Batara Integra Bidik Revolusi Logistik, Fokus Garap Indonesia Timur
WARTAXPRESS.com – Batara Integra Group memperkuat posisinya sebagai penyedia solusi logistik terintegrasi dengan mengusung konsep “Beyond Logistics, Beyond Partnership”.
Perusahaan menilai kebutuhan logistik nasional tidak lagi sebatas pengiriman barang, melainkan membangun ekosistem rantai pasok yang mampu menghubungkan berbagai sektor industri hingga pelosok Indonesia.
Melalui entitas usahanya, PT Batara Integra Nusa dan PT Batara Integra Niaga, perusahaan menghadirkan layanan logistik end-to-end, mulai dari first mile, middle mile, hingga last mile distribution. Layanan tersebut mencakup manajemen pergudangan, transportasi, supply chain management, penyediaan tenaga kerja profesional, hingga business process outsourcing (BPO).
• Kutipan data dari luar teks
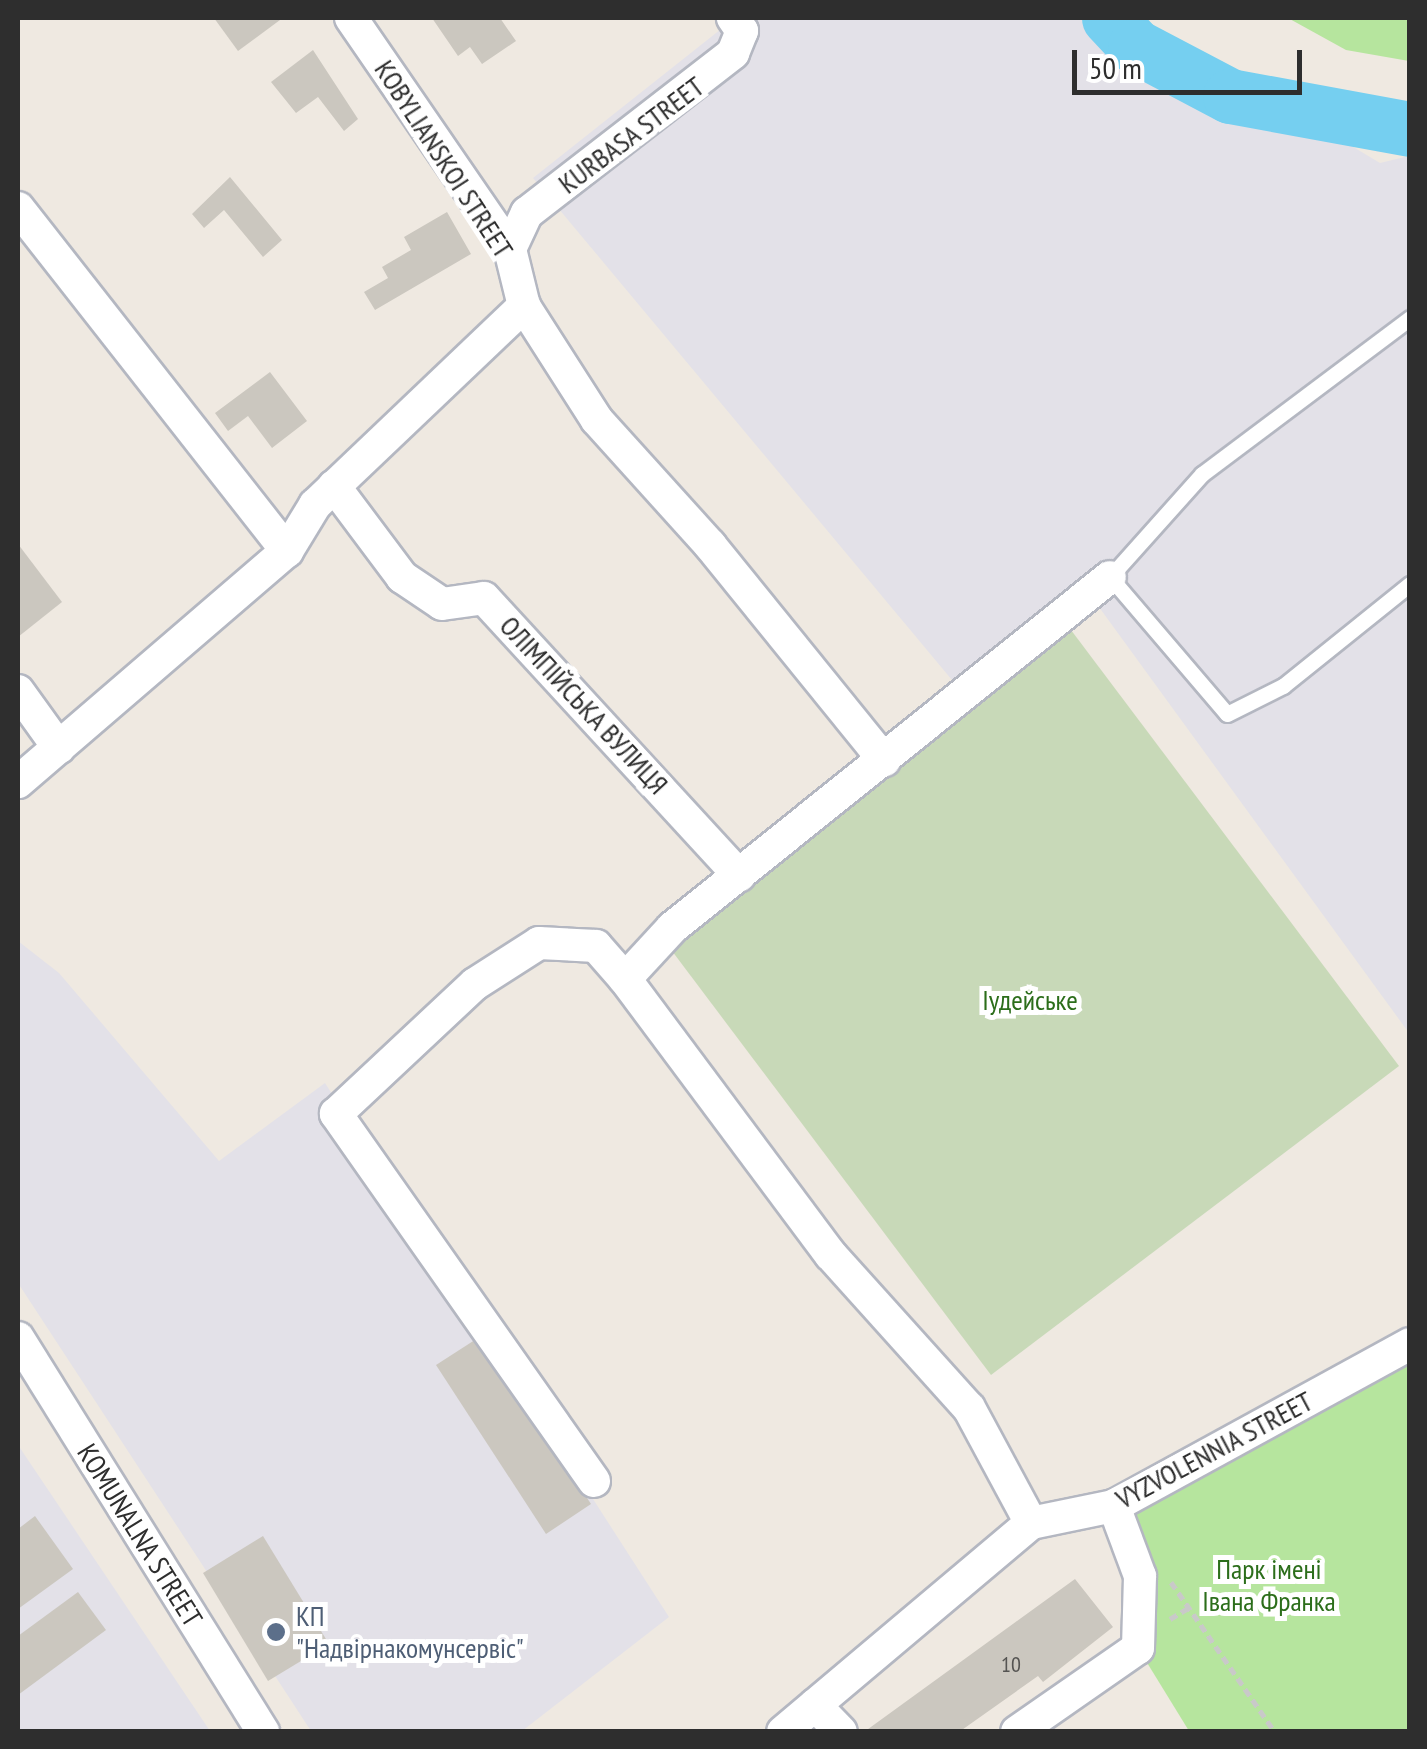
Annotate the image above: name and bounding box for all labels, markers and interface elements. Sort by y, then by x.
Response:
scale bar [1077,30,1307,92]
text: 50 m [1089,48,1142,87]
street label: KOBYLIANSKOI STREET [368,54,520,264]
street label: KURBASA STREET [551,69,711,201]
street label: ОЛІМПІЙСЬКА ВУЛИЦЯ [493,609,675,801]
park label: Іудейське [982,983,1078,1017]
street label: VYZVOLENNIA STREET [1110,1384,1318,1516]
street label: KOMUNALNA STREET [70,1437,210,1633]
park label: Парк імені Івана Франка [1202,1552,1336,1618]
place label: КП "Надвірнакомунсервіс" [296,1599,524,1665]
marker: КП "Надвірнакомунсервіс" [265,1621,287,1643]
house number: 10 [1001,1652,1021,1678]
Salah satu fokus utama Batara Integra Group adalah memperkuat jaringan distribusi di kawasan Indonesia Timur yang selama ini menghadapi tantangan geografis dan keterbatasan infrastruktur.
Direksi Batara Integra Group, Muhammad Pahlevi, mengatakan tantangan logistik nasional hanya bisa dijawab melalui kolaborasi lintas sektor dan inovasi berkelanjutan.
“Indonesia membutuhkan mitra logistik yang tidak hanya menjalankan distribusi, tetapi juga menghadirkan solusi menyeluruh bagi rantai pasok nasional. Kolaborasi adalah kunci untuk memperkuat daya saing,” ujar Pahlevi dalam konferensi pers di Jakarta, Senin (29/6/2026).
Senada, Rolando Habinsaran menilai keberhasilan distribusi tidak hanya bergantung pada armada, tetapi juga kemampuan memahami karakteristik setiap daerah.
“Setiap wilayah memiliki karakter berbeda. Keberhasilan logistik ditentukan oleh pemahaman terhadap kondisi lapangan, bukan hanya kekuatan armada,” katanya.
Sementara itu, Fauzan Fadel Muhammad menilai kebutuhan pelanggan kini telah bergeser dari sekadar jasa transportasi menuju layanan logistik yang terintegrasi.
“Kebutuhan pelanggan saat ini bukan hanya transportasi, tetapi ekosistem layanan yang saling terhubung. Itulah arah masa depan logistik,” ujarnya.
Dari sisi operasional, Pebriyanto menegaskan kualitas sumber daya manusia menjadi faktor utama dalam menjaga standar pelayanan perusahaan.
“SDM yang profesional dan disiplin adalah kunci untuk menjaga kualitas layanan di setiap titik operasional,” tegasnya.
Sedangkan Fajar Kurnianto menambahkan pertumbuhan bisnis harus berjalan seiring dengan tata kelola perusahaan yang baik.
“Inovasi harus berjalan seiring dengan good corporate governance agar pertumbuhan perusahaan tetap berkelanjutan,” katanya.
Pengamat logistik menilai model bisnis berbasis integrasi yang dikembangkan Batara Integra Group menjadi salah satu arah baru industri logistik nasional. Pendekatan end-to-end dinilai mampu meningkatkan efisiensi distribusi, menekan biaya operasional, sekaligus memperkuat konektivitas antarwilayah.
Dengan strategi penguatan jaringan operasional, transformasi layanan, serta peningkatan kualitas SDM, Batara Integra Group optimistis dapat berkontribusi dalam mempercepat pemerataan distribusi barang dan mendukung pertumbuhan ekonomi nasional hingga ke wilayah terpencil.